|
TV Nation By David Glenn Cox
I recently read an article by a transgender woman complaining about a comic skit on the "David Letterman Show." I watched the bit on YouTube and my first reaction was to say, hey, it is in bad taste, but that’s Letterman. Then, upon reflection, I pulled the lens back a little further. I could see her point and I could understand why she was offended, but really, what do you expect from a pig but a grunt?
Back in my middle-class days I subscribed to cable TV and then to satellite TV, and no, there is not snow in the dish, it’s August and I’m in Atlanta. But through the circumstances of poverty and unemployment I have been without regular television for nine months now. I rediscovered the truth of the old proverb that for everything we lose there is something else we are given. I wrote about apartment sitting over the New Year's weekend and how I was revolted by television, no taste, poor taste, bad taste and lacking grace.
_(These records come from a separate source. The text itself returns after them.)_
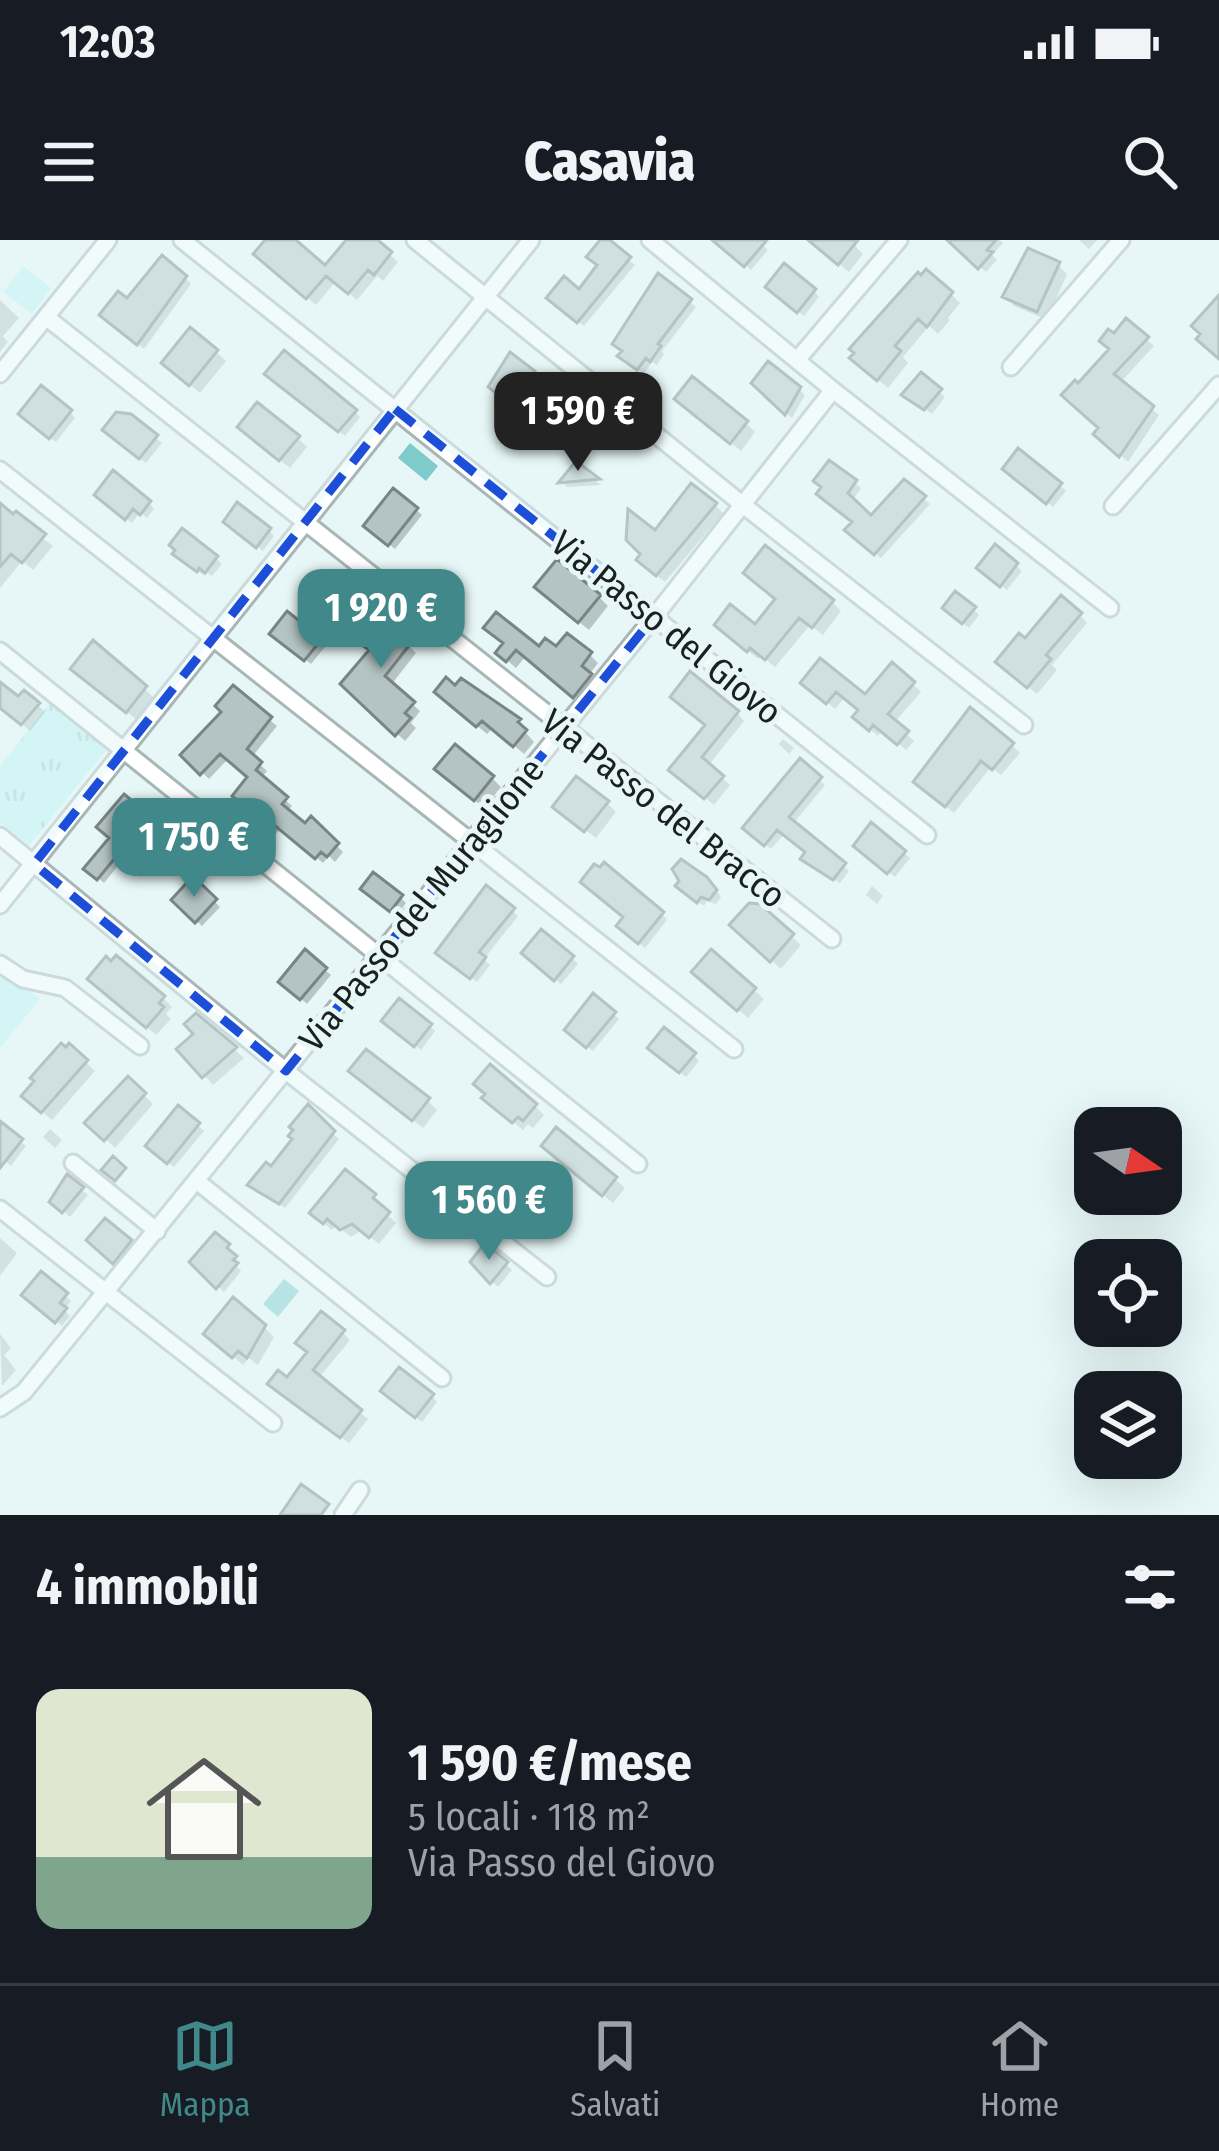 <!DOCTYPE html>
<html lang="it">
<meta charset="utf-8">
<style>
:root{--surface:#171b24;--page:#20242c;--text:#f1f3f6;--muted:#9ea1a6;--line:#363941;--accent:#408889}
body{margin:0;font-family:"Fira Sans Condensed",sans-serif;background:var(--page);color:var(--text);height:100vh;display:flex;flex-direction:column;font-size:45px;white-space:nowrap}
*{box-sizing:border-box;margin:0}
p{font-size:39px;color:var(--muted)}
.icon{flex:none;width:66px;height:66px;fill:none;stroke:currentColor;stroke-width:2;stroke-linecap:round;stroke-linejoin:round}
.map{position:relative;height:1275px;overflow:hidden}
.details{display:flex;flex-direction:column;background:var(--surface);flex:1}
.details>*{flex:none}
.needle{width:78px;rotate:103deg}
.tools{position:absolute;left:1074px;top:867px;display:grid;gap:24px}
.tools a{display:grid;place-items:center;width:108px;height:108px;border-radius:24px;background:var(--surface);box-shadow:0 12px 48px #0002;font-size:60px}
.price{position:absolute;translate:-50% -102px;padding:0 27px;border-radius:24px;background:var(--accent);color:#fff;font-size:39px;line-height:78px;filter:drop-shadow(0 3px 6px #0008)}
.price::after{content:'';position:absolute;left:50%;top:72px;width:36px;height:27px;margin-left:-18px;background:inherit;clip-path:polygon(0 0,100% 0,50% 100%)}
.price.on{background:#222;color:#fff}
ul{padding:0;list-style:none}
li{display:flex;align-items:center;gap:36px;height:300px;padding:0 36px}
li span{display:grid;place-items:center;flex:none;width:336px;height:240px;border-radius:24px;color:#555}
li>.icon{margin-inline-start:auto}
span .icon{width:144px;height:144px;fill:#fffc;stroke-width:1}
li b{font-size:51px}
h2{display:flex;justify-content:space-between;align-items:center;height:144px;padding:0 36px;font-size:51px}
.status{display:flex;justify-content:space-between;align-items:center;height:84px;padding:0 60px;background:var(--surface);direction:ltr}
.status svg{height:33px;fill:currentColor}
header{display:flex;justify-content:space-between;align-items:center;height:156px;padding:0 36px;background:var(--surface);font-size:54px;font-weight:800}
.menu{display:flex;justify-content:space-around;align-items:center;height:168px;border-top:3px solid var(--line);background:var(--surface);font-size:33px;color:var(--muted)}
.menu a{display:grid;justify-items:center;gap:6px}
.menu .on{color:var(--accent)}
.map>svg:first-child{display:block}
</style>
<div class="status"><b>12:03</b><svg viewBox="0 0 49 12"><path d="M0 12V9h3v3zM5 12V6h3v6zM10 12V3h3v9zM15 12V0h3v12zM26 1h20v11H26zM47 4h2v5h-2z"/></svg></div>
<header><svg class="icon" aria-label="menu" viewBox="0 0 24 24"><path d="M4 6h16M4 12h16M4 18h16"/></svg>Casavia<svg class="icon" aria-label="search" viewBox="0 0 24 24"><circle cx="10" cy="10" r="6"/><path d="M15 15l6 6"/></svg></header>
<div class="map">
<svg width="1219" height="1275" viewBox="0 0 1219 1275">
<defs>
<pattern id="park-tufts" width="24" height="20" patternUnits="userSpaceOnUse" patternTransform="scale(3)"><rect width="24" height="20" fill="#baf2f2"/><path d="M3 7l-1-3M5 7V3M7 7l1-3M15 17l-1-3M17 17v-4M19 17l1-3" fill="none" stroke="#9fcfcf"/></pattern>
</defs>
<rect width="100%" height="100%" fill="#e7f7f7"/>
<path fill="#baf2f2" d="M23,26L51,48L32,74L3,52Z
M0,727L40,759L0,808Z"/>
<path fill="url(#park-tufts)" d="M50,463L107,509L29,606L0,582V526Z"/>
<path fill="#7ecbcc" d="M410,203L438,226L426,241L398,218Z
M284,1039L299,1051L278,1077L263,1064Z"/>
<path fill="#0003" d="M269,0H291L326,29L349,0H373L398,22L383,41L377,36L357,60L335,42L316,65L265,22Z
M603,0L635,25L584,86L556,64L580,53L600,26Z
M719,0H757L768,10L751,30Z
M812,0H860L855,6L863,14L849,32Z
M961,0H1000L1003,3L992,15L997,20L986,32L957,5Z
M1079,0H1097L1089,9Z
M1058,25L1067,34L1047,80L1014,66L1005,56Z
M185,38L191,44L144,109L109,81L128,63Z
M814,51L819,57L804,76L774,52Z
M951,54L960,63L948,78L950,80L938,94L929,86L903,117L908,123L888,148L862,127L857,113Z
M0,60L19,78L3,96L8,102L0,112Z
M690,62L696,67L662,111L664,114L657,125L652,122L644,134L627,122Z
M1127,82L1154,106L1120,143L1159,175L1128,222L1097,194L1102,189L1079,148L1112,109L1115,97Z
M216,112L226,121L200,153L175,132Z
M511,116L539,139L532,148L524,142L509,161L492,146Z
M921,136L945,157L932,174L905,155Z
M274,139L355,172L360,177L345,196Z
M799,149L805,155L792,178L774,162Z
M687,168L746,183L755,192L741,211Z
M70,172L75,178L56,202L28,180Z
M602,172L611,181L593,204L558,181Z
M129,176L162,203L146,223L112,195Z
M250,196L298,198L307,207L290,228Z
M576,225L601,245L567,247L562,242Z
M1011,234L1060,245L1066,251L1053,267Z
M855,243L861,248L852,261L871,280L905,243L930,264L881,318L848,290L856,282L825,260Z
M103,260L149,263L154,269L147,278L140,272L132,283Z
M715,265L723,273L665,342L647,328L655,294Z
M0,266L53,306L33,330L22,321L0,348Z
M416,270L422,275L395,309L373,291Z
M232,287L269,290L274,296L263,311Z
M216,318L222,324L212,336L206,332L203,335L182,319Z
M1016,325L1022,331L1007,350L986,333Z
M547,356L599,357L608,366L589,390Z
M832,362L841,371L823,395L810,385L775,427L761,415L758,419L727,394L756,388Z
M974,370L979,375L969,388L951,373Z
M1080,375L1087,383L1052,425L1057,430L1037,454L1007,430L1026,402Z
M410,390L417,398L410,407L416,413L391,445L420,471L411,483L416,488L405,501L344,444Z
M279,399L320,401L325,407L311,424Z
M506,404L590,415L598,423L589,435L598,445L582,464L526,416L516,428L499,413Z
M84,438L145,449L154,458L137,480Z
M804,443L866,458L913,444L921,452L894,483L914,501L906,510L882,490L878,496L856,477L862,470L845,457L835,469Z
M0,446L19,461L38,465L45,472L30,491L0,465Z
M233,449L277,486L252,517L267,531L261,538L292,566L287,572L305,587L311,580L343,612L335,622L329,616L323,623L281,588L277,593L242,562L251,538L228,519L209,539L184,515L225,472Z
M447,461L505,470L534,502L524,514L493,488L487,494Z
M737,473L744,481L708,526L730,545L714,565L680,537Z
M783,499L794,508L789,514L779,504Z
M1012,505L1020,513L1001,535L991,527L954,573L925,550Z
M800,522L825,545L793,584L849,631L840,643L810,624L809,613L785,593L771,609L752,593Z
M448,538H492L501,547L484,568Z
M607,563L616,572L596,598L561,571Z
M161,577L178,591L141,637L122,621L104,643L88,629Z
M862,611L904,613L910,618L895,637Z
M193,641L220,667L202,686L175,660Z
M713,646L721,657L716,664L707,661L704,666L684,651Z
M872,646L883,656L877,664L866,655Z
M370,654L401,658L406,663L397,675Z
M757,666L801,705L781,729L733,685Z
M513,671L518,676L484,719L490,725L477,742L445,718Z
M662,674L667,680L645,708L625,692Z
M305,713L331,735L307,764L282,742Z
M711,713L764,759L748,778L705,741Z
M572,718L578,724L561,744L530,719Z
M100,748L163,758L172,767L166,774L171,779L156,795Z
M614,774L619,779L593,811L574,795Z
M197,777L244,818L213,845L180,809L197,794Z
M391,786H430L435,791L421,810Z
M70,807L95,831L52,880L34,865Z
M657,813L694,815L699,821L686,837Z
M128,840L153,864L115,908L88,882Z
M361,840L428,861L437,870L423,888Z
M535,866L544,875L533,888L528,884L523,890L495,867Z
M179,869L204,891L174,927L154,911Z
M0,885L26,906L11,926L0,917Z
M323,885L339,899L285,968L257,951L296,900Z
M50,889L62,900L55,908L43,897Z
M554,915L615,939L625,948L613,963Z
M529,936L569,973L548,995L509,959Z
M68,938L88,955L70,977L53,962Z
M374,956L382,964L380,968L396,983L379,1004L362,990L351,997L336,985L332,990L321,981Z
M105,982L135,1008L120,1027L90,1000Z
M215,996L240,1023L237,1027L241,1031L224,1052L193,1022Z
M0,998L17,1013L0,1036Z
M506,1024L512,1030L498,1047L483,1034Z
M66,1056L71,1061L64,1070L70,1076L62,1086L31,1061Z
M264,1087L274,1097L258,1125L249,1118L243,1125L217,1103Z
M343,1093L350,1100L318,1139L368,1179L349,1203L278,1151L310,1113Z
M0,1094L11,1108L4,1115L16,1130L2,1146Z
M390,1156H432L437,1162L422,1182Z"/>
<path fill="#b4c3c3" stroke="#778584" stroke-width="3" d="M265,0H296L325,25L346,0H378L392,12L374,35L368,30L348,54L326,36L306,59L253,14Z
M600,0H610L631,17L577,83L546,58L564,36L579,49L597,25L586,17Z
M712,0H767L744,27Z
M808,0H858L838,25Z
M947,0H996L987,10L993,12L978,29Z
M1028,8L1060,22L1037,72L1002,57Z
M162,15L187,36L137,105L99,75L118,51L127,58Z
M784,23L816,49L797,73L765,47Z
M926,29L953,52L927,87L918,79L895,106L901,111L877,141L849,118L854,113L849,109L918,32L921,35Z
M658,33L692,59L658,104L661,106L650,122L646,118L637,130L617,116L622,111L612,104Z
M1219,55V119L1196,99L1200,94L1191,86Z
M1126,78L1149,97L1114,134L1154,166L1119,217L1093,194L1098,188L1061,155L1075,140L1078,143L1109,109L1099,101L1108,89L1114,93Z
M190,87L218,110L189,146L161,123Z
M284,110L357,170L338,192L264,134Z
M510,112L535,131L525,145L517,139L502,158L488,147Z
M768,121L801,147L785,175L751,143Z
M921,132L942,149L924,170L901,155Z
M692,136L748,181L730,204L674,159Z
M567,144L604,170L582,197L544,172Z
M41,145L72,170L49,199L18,174Z
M257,162L300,196L279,221L237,187Z
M116,172L131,174L158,195L139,219L102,190Z
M1018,208L1062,243L1046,264L1002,229Z
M829,220L857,240L848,253L871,275L904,239L926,256L874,315L844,290L852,282L816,254L821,247L813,241Z
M576,221L600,239L558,243Z
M113,230L151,261L140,275L133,269L125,280L94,255Z
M691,243L717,263L656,336L636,320L640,314L626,300L628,269L655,290Z
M393,248L418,268L388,306L363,286Z
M237,262L271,288L256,308L223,282Z
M0,263L13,274L16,271L46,294L22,323L11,314L0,327Z
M182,288L218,316L205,333L199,328L197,332L172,314L175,310L169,305Z
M995,304L1018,323L1000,347L976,328Z
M765,305L834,360L812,388L799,378L765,420L750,408L747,412L714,385L730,364L755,384L775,359L743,333Z
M557,319L601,355L578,383L534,347Z
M955,351L976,367L962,384L942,368Z
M1061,355L1082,373L1046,415L1051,419L1027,448L995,422L1019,393L1025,398Z
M383,366L412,388L404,398L411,403L385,436L415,462L405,473L411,478L395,496L340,444L369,410L356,401Z
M287,371L322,399L304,421L269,394Z
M496,372L539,406L545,398L556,406L567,393L592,412L582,426L592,434L573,458L516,410L506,422L495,413L503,403L483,388Z
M93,400L147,446L126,473L70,429Z
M820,418L865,454L892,422L915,442L888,474L909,491L897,505L873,485L869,491L852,477L858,470L836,452L826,464L800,443Z
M690,431L739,471L702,517L724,536L704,559L668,530L705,485L670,457Z
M446,437L455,445L461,438L521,479L518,482L527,490L513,507L482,481L476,487L434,452Z
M0,442L18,456L24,450L40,463L21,485L0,468Z
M233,445L272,477L247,509L262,522L256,530L288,557L282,564L305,583L311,576L339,603L327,617L321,612L315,619L273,584L269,588L232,556L247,537L220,514L200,535L180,515L221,472L215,466Z
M970,467L1014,503L992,530L981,521L945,567L913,542Z
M455,504L494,536L474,561L434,529Z
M800,518L822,537L789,577L846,623L833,640L800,619L805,612L777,590L764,606L742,588Z
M576,536L609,561L584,592L552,567Z
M124,554L155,580L161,572L175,584L134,634L115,618L97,640L83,629L109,598L96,587Z
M871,582L906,611L887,634L853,606Z
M681,619L707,637L717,650L709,660L701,657L697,663L675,646L679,641L672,629Z
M604,622L664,672L638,704L616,686L623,677L580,642L594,624L600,627Z
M373,632L403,655L390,672L360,649Z
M193,636L217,659L195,683L171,660Z
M486,645L515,668L479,712L486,717L470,739L435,713Z
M749,663L760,664L794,694L770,722L729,685Z
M541,689L574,716L554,741L521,713Z
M305,709L327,728L300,760L278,742Z
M711,709L756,748L737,771L691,732Z
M116,715L165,756L159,763L164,767L146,788L87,739L106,716L111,721Z
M593,753L616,772L586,808L564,790Z
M399,758L432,784L414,807L381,781Z
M196,773L237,807L202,838L176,809L193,794L184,784Z
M664,787L696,813L679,833L647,808Z
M61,803L66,807L69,803L88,820L41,873L21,856L34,841L30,838Z
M366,809L430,858L412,881L348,831Z
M490,824L537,864L523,881L518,877L512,883L481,858L485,854L473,844Z
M128,836L146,853L104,901L84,883Z
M308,864L335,891L279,964L247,945L266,922L271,926L292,899L288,896L293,890L289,887Z
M178,865L200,883L167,924L145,906Z
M0,881L23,899L0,928Z
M556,887L617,937L602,956L541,906Z
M113,916L126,928L115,941L101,930Z
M345,929L376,954L373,958L390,972L369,998L352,984L340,990L327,979L323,984L309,973Z
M529,932L562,961L537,988L505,959Z
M67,934L84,947L62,973L49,962Z
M105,978L132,1000L113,1024L86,1000Z
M215,992L230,1004L227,1008L237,1016L233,1020L238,1023L216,1049L189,1022Z
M485,1003L508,1022L490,1044L470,1022Z
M41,1031L68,1053L60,1063L67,1068L55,1083L21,1055Z
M233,1057L266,1085L247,1118L238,1111L232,1118L203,1094Z
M321,1071L345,1090L313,1130L362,1170L340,1198L267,1144L278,1130L287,1137L307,1112L295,1103Z
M399,1127L434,1154L415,1178L380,1151Z
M301,1244L329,1264L321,1275H280Z"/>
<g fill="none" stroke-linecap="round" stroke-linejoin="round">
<g stroke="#a8b6b6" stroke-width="21">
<path id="street" d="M182,0L927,595
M415,0L743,265L1024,485
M650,0L833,150L1110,368
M46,77L832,699
M797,120L899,0
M1011,127L1121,0
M0,134L108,0
M0,230L734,809
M1113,266L1219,145
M0,411L638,924
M0,596L286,831L547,1037
M0,665L531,0
M0,724L23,739L65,748L140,806
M73,923L157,991
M198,942L442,1138
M0,969L273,1183
M0,1168L24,1152L654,377L833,150
M343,1275L360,1250"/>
</g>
<use href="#street" stroke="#fff" stroke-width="15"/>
</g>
<path d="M0 0H1219V1275H0ZM395,169L654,377L286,831L34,624Z" fill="#e7f7f7" fill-opacity=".55" fill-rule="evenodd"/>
<path fill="none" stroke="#1d4ed8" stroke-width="9" stroke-dasharray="24 15" stroke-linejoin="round" d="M395,169L654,377L286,831L34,624Z"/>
<g text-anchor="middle" stroke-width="10" stroke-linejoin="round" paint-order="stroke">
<g font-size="36" fill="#1a1f1f" stroke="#e7f7f7">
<text transform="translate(667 387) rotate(39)" y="13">Via Passo del Giovo</text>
<text transform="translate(664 568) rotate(38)" y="13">Via Passo del Bracco</text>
<text transform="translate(421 664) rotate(-51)" y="13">Via Passo del Muraglione</text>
</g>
</g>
</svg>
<div class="tools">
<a><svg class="needle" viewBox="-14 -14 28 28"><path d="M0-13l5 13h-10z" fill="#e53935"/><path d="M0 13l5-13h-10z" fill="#9ea1a6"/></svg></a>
<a><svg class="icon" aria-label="locate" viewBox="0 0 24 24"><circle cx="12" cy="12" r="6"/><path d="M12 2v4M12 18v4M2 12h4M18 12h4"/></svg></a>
<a><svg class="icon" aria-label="layers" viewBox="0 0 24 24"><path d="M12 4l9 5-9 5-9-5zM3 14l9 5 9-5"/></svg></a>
</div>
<b class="price on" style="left:578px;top:234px">1 590 €</b>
<b class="price" style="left:381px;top:431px">1 920 €</b>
<b class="price" style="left:194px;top:660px">1 750 €</b>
<b class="price" style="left:489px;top:1023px">1 560 €</b>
</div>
<section class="details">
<h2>4 immobili<svg class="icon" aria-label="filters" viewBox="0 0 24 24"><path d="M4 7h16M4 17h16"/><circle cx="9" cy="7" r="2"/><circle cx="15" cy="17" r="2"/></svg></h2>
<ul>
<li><span style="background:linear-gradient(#dfe7d0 70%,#7fa58c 0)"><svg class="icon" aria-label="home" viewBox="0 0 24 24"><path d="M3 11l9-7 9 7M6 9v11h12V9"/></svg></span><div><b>1 590 €/mese</b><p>5 locali · 118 m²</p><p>Via Passo del Giovo</p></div></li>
</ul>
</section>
<nav class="menu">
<a class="on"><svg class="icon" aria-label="map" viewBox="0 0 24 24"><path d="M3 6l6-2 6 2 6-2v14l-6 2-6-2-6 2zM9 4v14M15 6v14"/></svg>Mappa</a>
<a><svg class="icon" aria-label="saved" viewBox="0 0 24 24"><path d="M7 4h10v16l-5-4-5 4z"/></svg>Salvati</a>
<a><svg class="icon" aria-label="home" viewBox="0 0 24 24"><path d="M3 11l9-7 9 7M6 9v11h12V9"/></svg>Home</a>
</nav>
The calluses built up by lifelong television viewing have worn away and I swear, as God is my witness, that I’ll never go back. Watching television is what you do when you’re not asking yourself, "What am I doing with my life?" There was a joke I used to tell when I lived in Alabama that "The Beverly Hillbillies" was my favorite show on public television. It is a sad commentary to surf through fifty channels and Tom & Jerry cartoons are still in the running of what to watch.
If you watch television then you already know that all men are stupid, inept, careless and lazy. Men always make a disaster out of home improvement projects, unless they're in a Home Depot commercial. Women do housework in designer clothes and even cocktail dresses and their homes are always beautiful and spotless. For all women on television, their bust lines are their most important feature. If the woman being portrayed is smart and sensible, she will have a small bust line. If the woman is being portrayed as sexual, add to the bust line and subtract from the IQ line. This holds true in most commercials. If the product is for house cleaning, small bust, but for perfume and cosmetics, you get the picture.
In our TV nation, your two children are a preteen girl and a ten to twelve-year-old boy with slightly shaggy curly locks and a toothy grin. They are always happy and well dressed, unless it is a situation comedy in which case they are loud and sarcastic, but they are still well dressed. They are never Goth, overweight or pierced. They never play their stereos too loud or have emotional problems, they are perfect. The Brady kids never go out of style.
Over the weekend I saw an advertisement for a new program about young lawyers; doesn’t that sound just so interesting? Then they added, from the producers of "Gray’s Anatomy." My ex-wife watched that one; I always referred to it as doctor-model hospital because all of the doctors looked like models from a sports wear catalog. It was a soap opera providing venues each week for the doctors to take off their clothes and begin new romances, and now there's a new show about young lawyers. However do they do it? Such creativity and such a stretch!
I’m afraid my transgender friend will be even more disappointed when television becomes more sensitive to her situation. That is, if history is our guide. Remember Jimmy JJ “Dynomite!” Walker? Yes, black children are always cute, and the smaller they are the cuter they are. But they are also always wisecracking and non-threatening. “What you talkin 'bout, Willis?”
Then there are the so-called reality shows which are anything but real. That's like calling playing poker a sport. My favorite is the national karaoke championship called American Idol. This is the top rated show in the nation, where amateur, would-be lounge singers perform songs that you would turn off if they came on your car radio. The real winners of the contest are the judges, earning huge contracts to judge what is basically the Pillsbury bake off, because if you’ve seen one crescent roll you’ve seen them all.
Please don’t think that I’m being condescending of TV watchers, because I was once one of you. I’m just as guilty as the rest of you, except I won’t let them talk to me like that anymore. I won’t be screamed at in advertisements. I won’t be told I can lose weight by going through the Taco Bell drive through. I won’t listen to stupid, insulting jingles for products that don’t work. Any product that tells you it makes exercise easy is lying to you. Do you understand? Exercise isn’t supposed to be easy, that’s why they call it exercise!
That’s what television is all about; it is one big lie from Alpha to Zed. It tells you what you need and what you want to be happy, when it is keeping you from what you need and what you want to be happy. How many relationships might be saved if the TV was put in the closet and couples played cards or went for a walk instead of zoning out in front of the idiot box? It should be remembered that when TV is called the idiot box it is not because there is an idiot inside the box!
With the money spent on cable TV you could take a class, join a book club or a gym. Plan a vacation, do things with the kids, go roller-skating or ice skating, write a book. Make love to your partner, the possibilities are endless. Wasn’t there something that attracted the two of you to be together before television came between you? The ancient Romans in their great empire and love of language developed a word for it. They called it life:
“The quality the distinguishes a vital functioning being from a dead body or inanimate matter.”
You’re not missing anything on TV while you live your life; you are missing your life while watching a poor imitation of it on TV.
It’s January, a time for resolutions, why not take six months off from television? You won’t miss anything, I promise, and what you gain in the bargain will amaze you.